Sibthorp

Last week I quoted the views of Colonel Sibthorp, M.P. for Lincoln, on the Great Exhibition of 1851. And lo!, now I have come across him again, for Colonel Charles de Laet Waldo Sibthorp has a chapter entire to himself in the late John Michell’s splendid book Eccentric Lives And Peculiar Notions (1984).

“During his many years in the House of Commons, Colonel Sibthorp made his name as the most conservative Member of Parliament ever known, setting a standard of reaction, nationalism and xenophobia unrivalled in parliamentary history. He opposed every change and innovation, regarding even the mildest reform as a fundamental attack on his idol, the English Constitution of his youth.”

Prior to his election, asked if he would support reform, he replied:

“On no account would I sanction any attempts to subvert that glorious fabric, our matchless Constitution, which has reached its present perfection by the experience of ages, by any new-fangled schemes which interested or deluded individuals might bring forward, and those who expect any advantages from such notions will find their visions go like a vapour and vanish into nothing.”

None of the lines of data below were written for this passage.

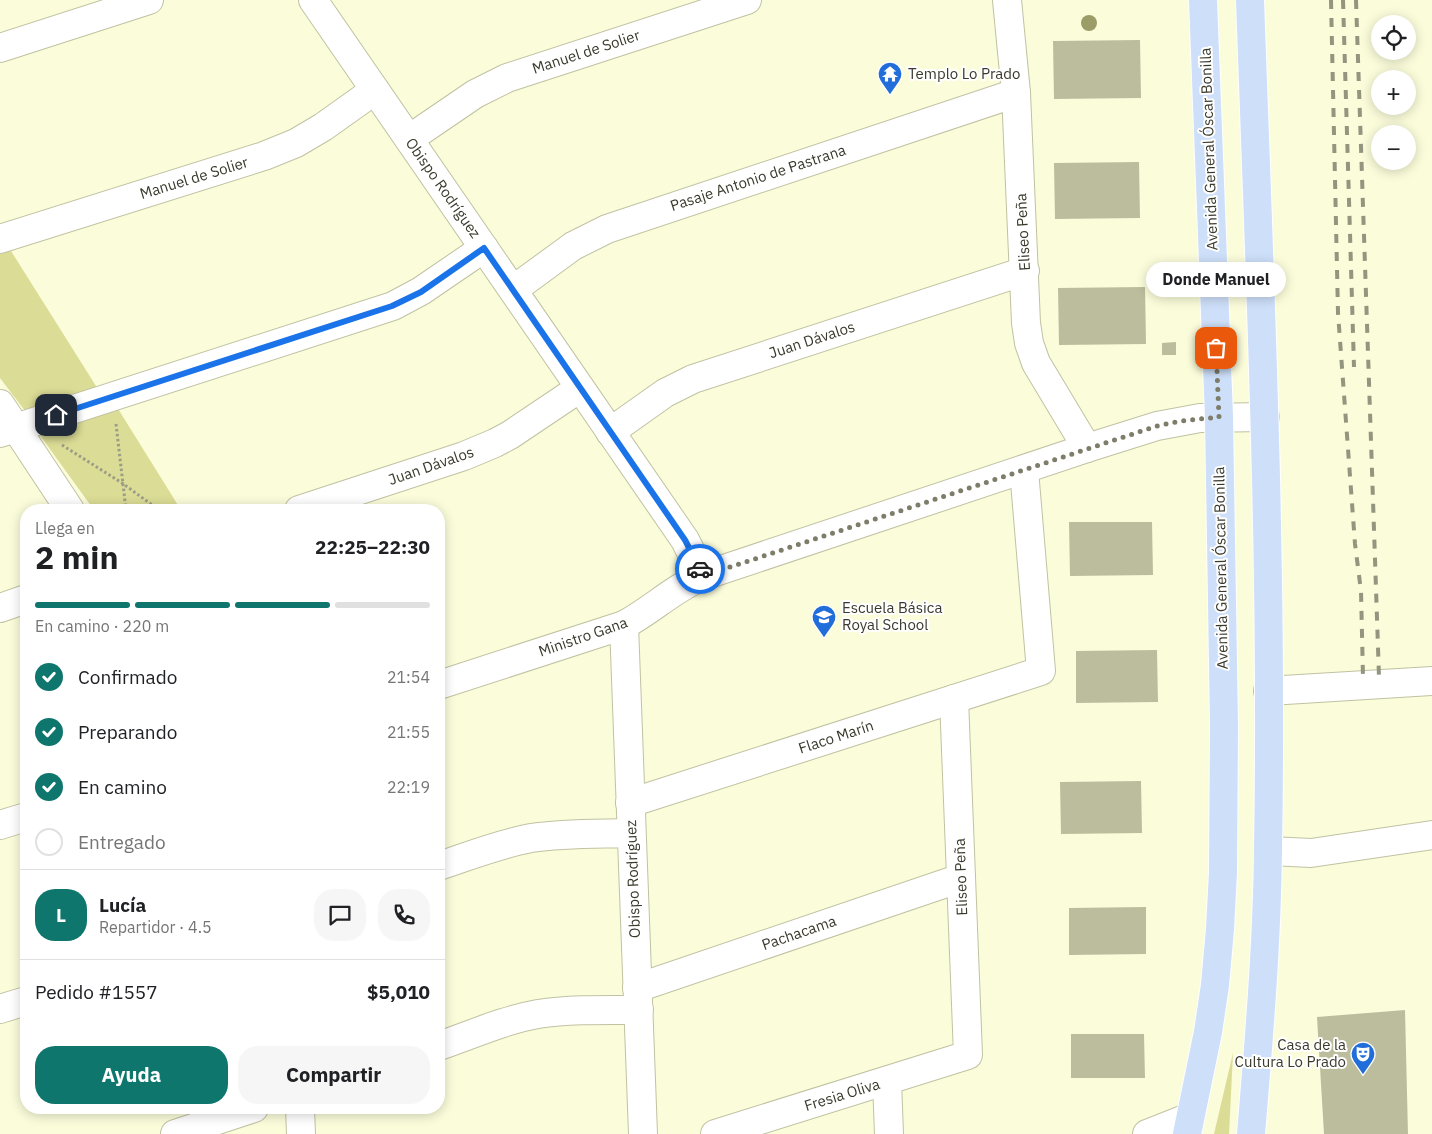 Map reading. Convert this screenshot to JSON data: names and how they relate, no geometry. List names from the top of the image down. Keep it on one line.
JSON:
{"streets":{"main road":["Avenida General Óscar Bonilla"],"street":["Manuel de Solier","Pasaje Antonio de Pastrana","Obispo Rodríguez","Eliseo Peña","Juan Dávalos","Ministro Gana","Flaco Marín","Pachacama","Fresia Oliva"]},"crossings":[["Manuel de Solier","Obispo Rodríguez"],["Avenida General Óscar Bonilla","Ministro Gana"],["Pasaje Antonio de Pastrana","Obispo Rodríguez"],["Pasaje Antonio de Pastrana","Eliseo Peña"],["Obispo Rodríguez","Juan Dávalos"],["Obispo Rodríguez","Ministro Gana"],["Obispo Rodríguez","Flaco Marín"],["Obispo Rodríguez","Pachacama"],["Eliseo Peña","Juan Dávalos"],["Eliseo Peña","Ministro Gana"],["Eliseo Peña","Flaco Marín"],["Eliseo Peña","Pachacama"],["Eliseo Peña","Fresia Oliva"],["Ministro Gana","Flaco Marín"]],"places":{"temple":["Templo Lo Prado"],"other":["Donde Manuel"],"school or university":["Escuela Básica Royal School"],"theatre":["Casa de la Cultura Lo Prado"]},"page":{"map_buttons":["+","−"],"bubble":"Donde Manuel","heading":["2 min","Llega en","22:25–22:30"],"panel":["Lucía","Repartidor · 4.5","Pedido #1557","$5,010"],"bar":"En camino · 220 m","list":[["Confirmado","21:54"],["Preparando","21:55"],["En camino","22:19"],"Entregado"],"round":"L","buttons":["Ayuda","Compartir"]}} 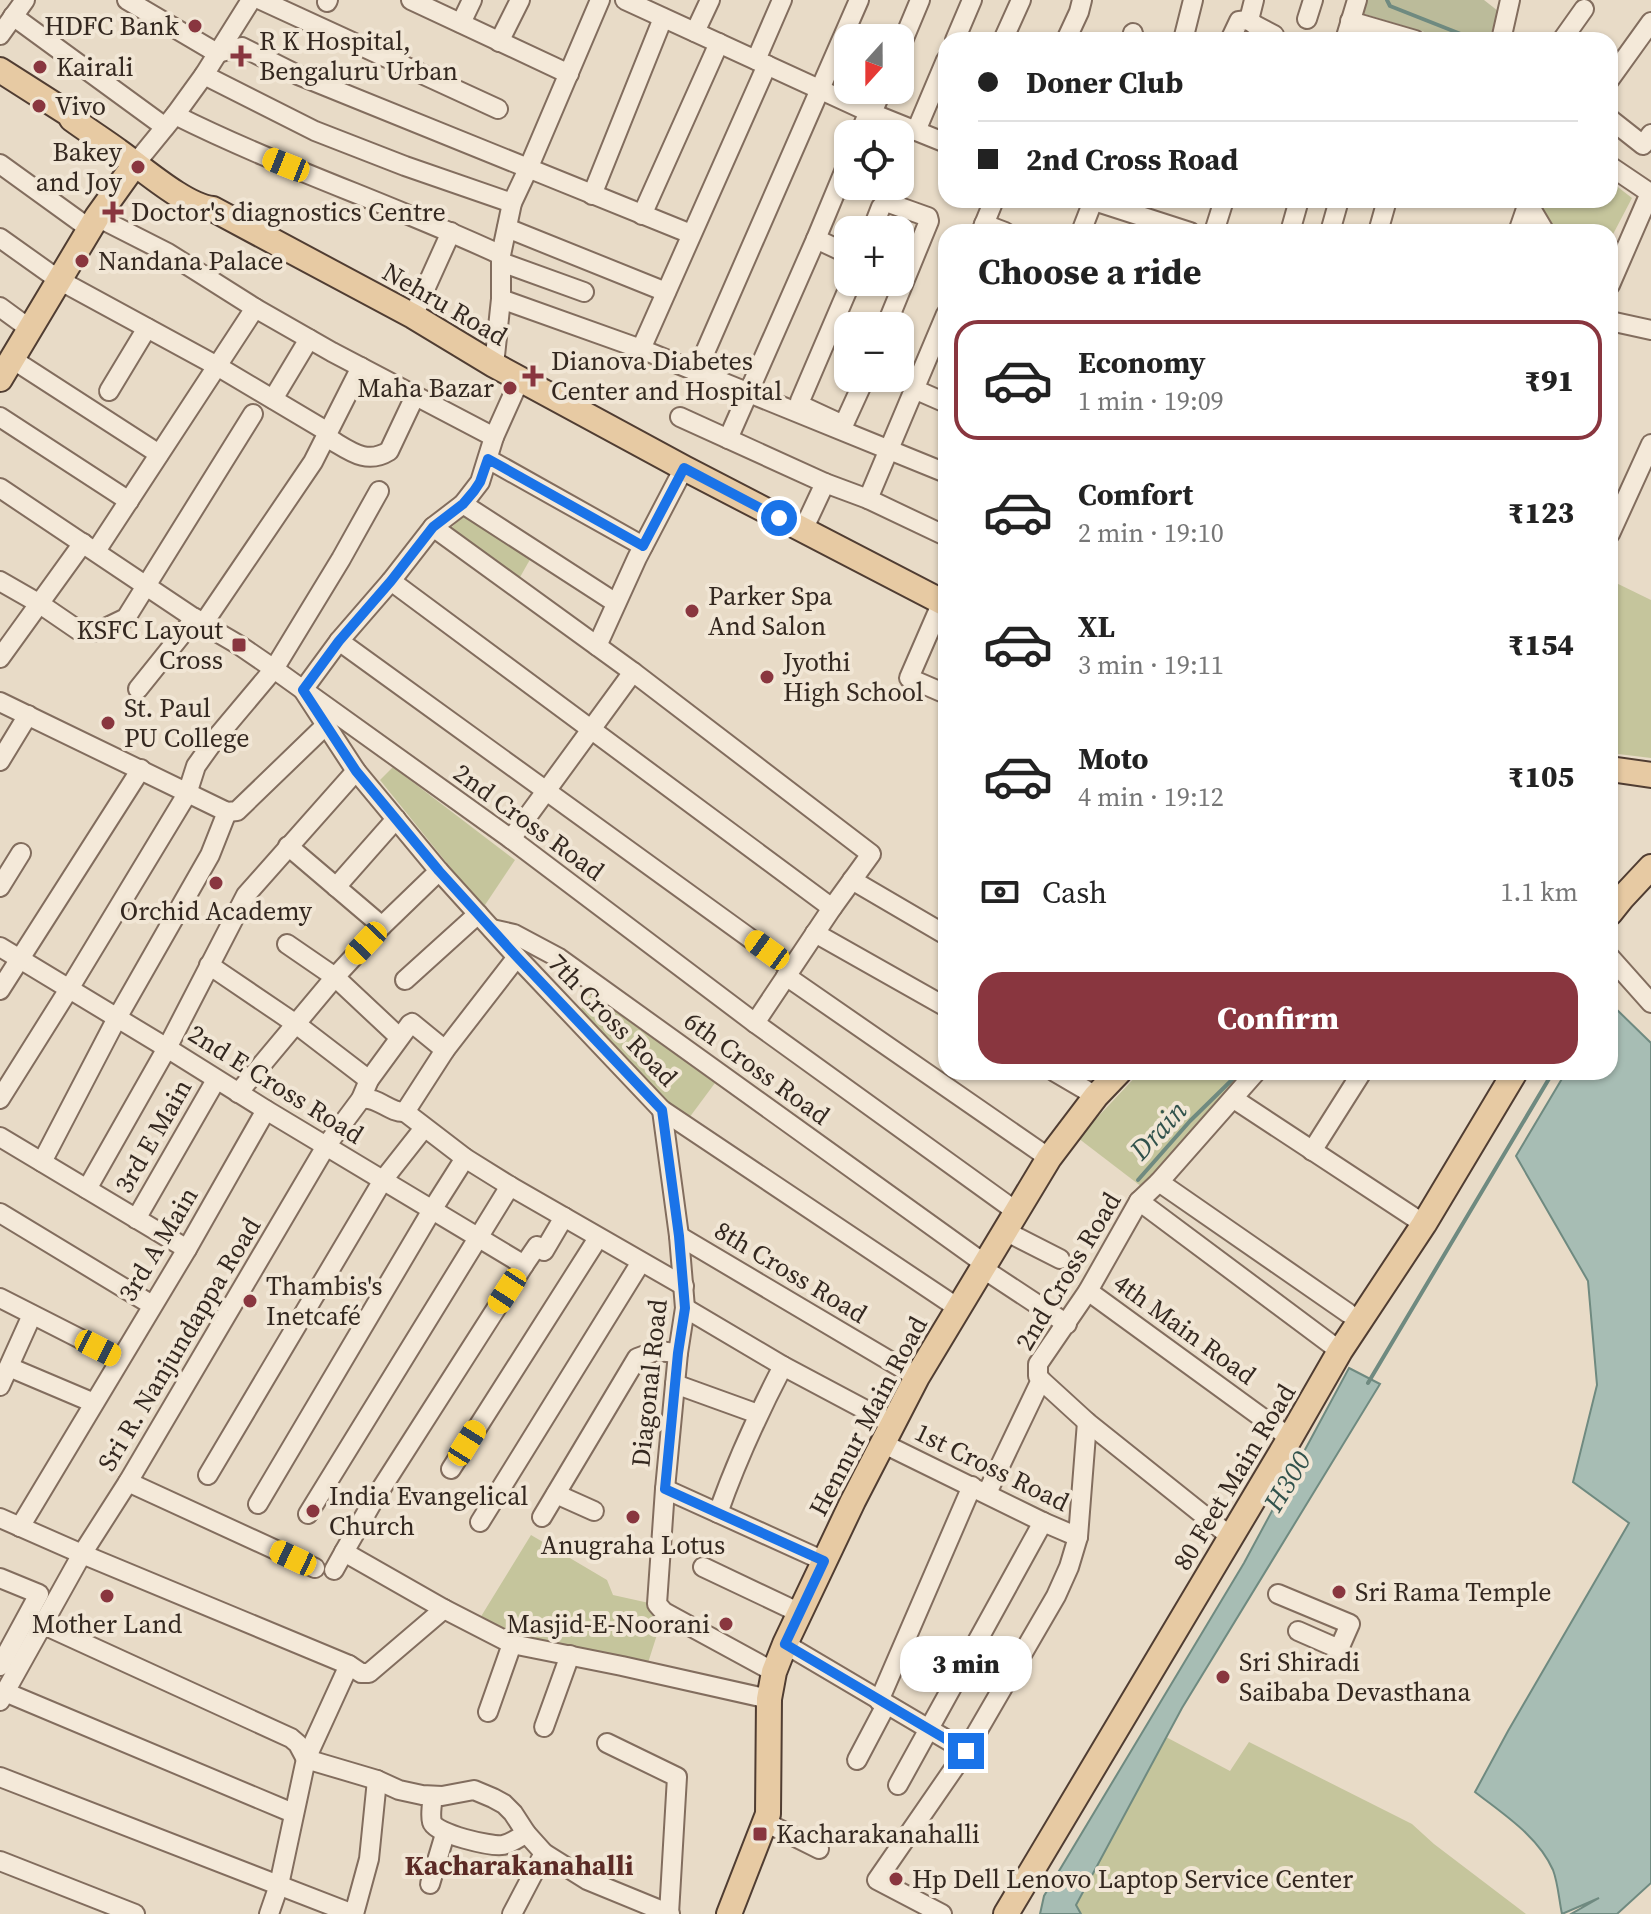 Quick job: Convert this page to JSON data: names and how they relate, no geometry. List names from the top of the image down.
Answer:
{
  "streets": {
    "main road": ["Nehru Road", "Hennur Main Road", "80 Feet Main Road"],
    "street": [
      "2nd Cross Road",
      "7th Cross Road",
      "6th Cross Road",
      "2nd E Cross Road",
      "3rd E Main",
      "3rd A Main",
      "8th Cross Road",
      "4th Main Road",
      "Sri R. Nanjundappa Road",
      "Diagonal Road",
      "1st Cross Road"
    ]
  },
  "crossings": [
    ["2nd Cross Road", "7th Cross Road"],
    ["2nd Cross Road", "6th Cross Road"],
    ["2nd Cross Road", "4th Main Road"],
    ["2nd Cross Road", "Hennur Main Road"],
    ["2nd Cross Road", "1st Cross Road"],
    ["2nd Cross Road", "80 Feet Main Road"],
    ["7th Cross Road", "6th Cross Road"],
    ["7th Cross Road", "Diagonal Road"],
    ["7th Cross Road", "Hennur Main Road"],
    ["6th Cross Road", "Hennur Main Road"],
    ["2nd E Cross Road", "3rd E Main"],
    ["2nd E Cross Road", "3rd A Main"],
    ["2nd E Cross Road", "Sri R. Nanjundappa Road"],
    ["8th Cross Road", "Diagonal Road"],
    ["8th Cross Road", "Hennur Main Road"],
    ["4th Main Road", "80 Feet Main Road"],
    ["Diagonal Road", "Hennur Main Road"],
    ["Diagonal Road", "1st Cross Road"],
    ["Hennur Main Road", "1st Cross Road"]
  ],
  "districts": ["Kacharakanahalli"],
  "water": ["Drain", "H300"],
  "places": {
    "other": [
      "HDFC Bank",
      "Kairali",
      "Vivo",
      "Bakey and Joy",
      "Nandana Palace",
      "Maha Bazar",
      "Parker Spa And Salon",
      "Jyothi High School",
      "St. Paul PU College",
      "Orchid Academy",
      "Thambis's Inetcafé",
      "India Evangelical Church",
      "Anugraha Lotus",
      "Sri Rama Temple",
      "Mother Land",
      "Masjid-E-Noorani",
      "Sri Shiradi Saibaba Devasthana",
      "Hp Dell Lenovo Laptop Service Center"
    ],
    "health": ["R K Hospital, Bengaluru Urban", "Doctor's diagnostics Centre", "Dianova Diabetes Center and Hospital"],
    "transit": ["KSFC Layout Cross", "Kacharakanahalli"]
  },
  "north": "bottom",
  "page": {
    "map_buttons": ["+", "−"],
    "banner": ["Doner Club", "2nd Cross Road"],
    "heading": "Choose a ride",
    "list": [
      {
        "name": "Economy",
        "note": "1 min · 19:09",
        "value": "₹91"
      },
      {
        "name": "Comfort",
        "note": "2 min · 19:10",
        "value": "₹123"
      },
      {
        "name": "XL",
        "note": "3 min · 19:11",
        "value": "₹154"
      },
      {
        "name": "Moto",
        "note": "4 min · 19:12",
        "value": "₹105"
      }
    ],
    "pay": ["Cash", "1.1 km"],
    "buttons": "Confirm",
    "bubble": "3 min"
  }
}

“As his indignation flourished,” says Michell, “so did his powers of oratory. His emphatic speeches against anything new or foreign delighted the House of Commons and made him their popular favourite. The things he disapproved of were always ‘Humbugs’ , and his repetitions of this and other familiar terms of abuse were greeted with roars of parliamentary laughter. His dress was as old-fashioned as his opinions, usually consisting of a bottle-green frock-coat and wide white trousers hoisted high above his top-boots in the Regency manner. His wispy beard, tall white hat and antique quizzing glasses on a cord distinguished him from all other Members…

“Colonel Sibthorp was obviously very loyal to the Monarchy, but in his eyes Queen Victoria had committed one terrible blunder: she had married a foreigner. He always referred to such people as ‘hypocritical foreigners’, implying that they were not merely unfortunate but in some way sinister through having been born outside Britain. Prince Albert, he allowed, had some admirable qualities, but his character was permanently impaired by the fact of his foreign birth…

“The coming of the railways provided Colonel Sibthorp with the subject which grew obsessive during his later years. Beginning with the announcement that he had no intention of ever riding in the ‘steam humbug;, he opposed all railway bills in principle and detail. The new ‘degrading form of transport’, he foresaw, would bring all sorts of disasters to its patrons, from moral ruin to wholesale slaughter. He kept an eye on the newspapers for reports of railway accidents, and accused the steam companies of playing down the gory details of crashes…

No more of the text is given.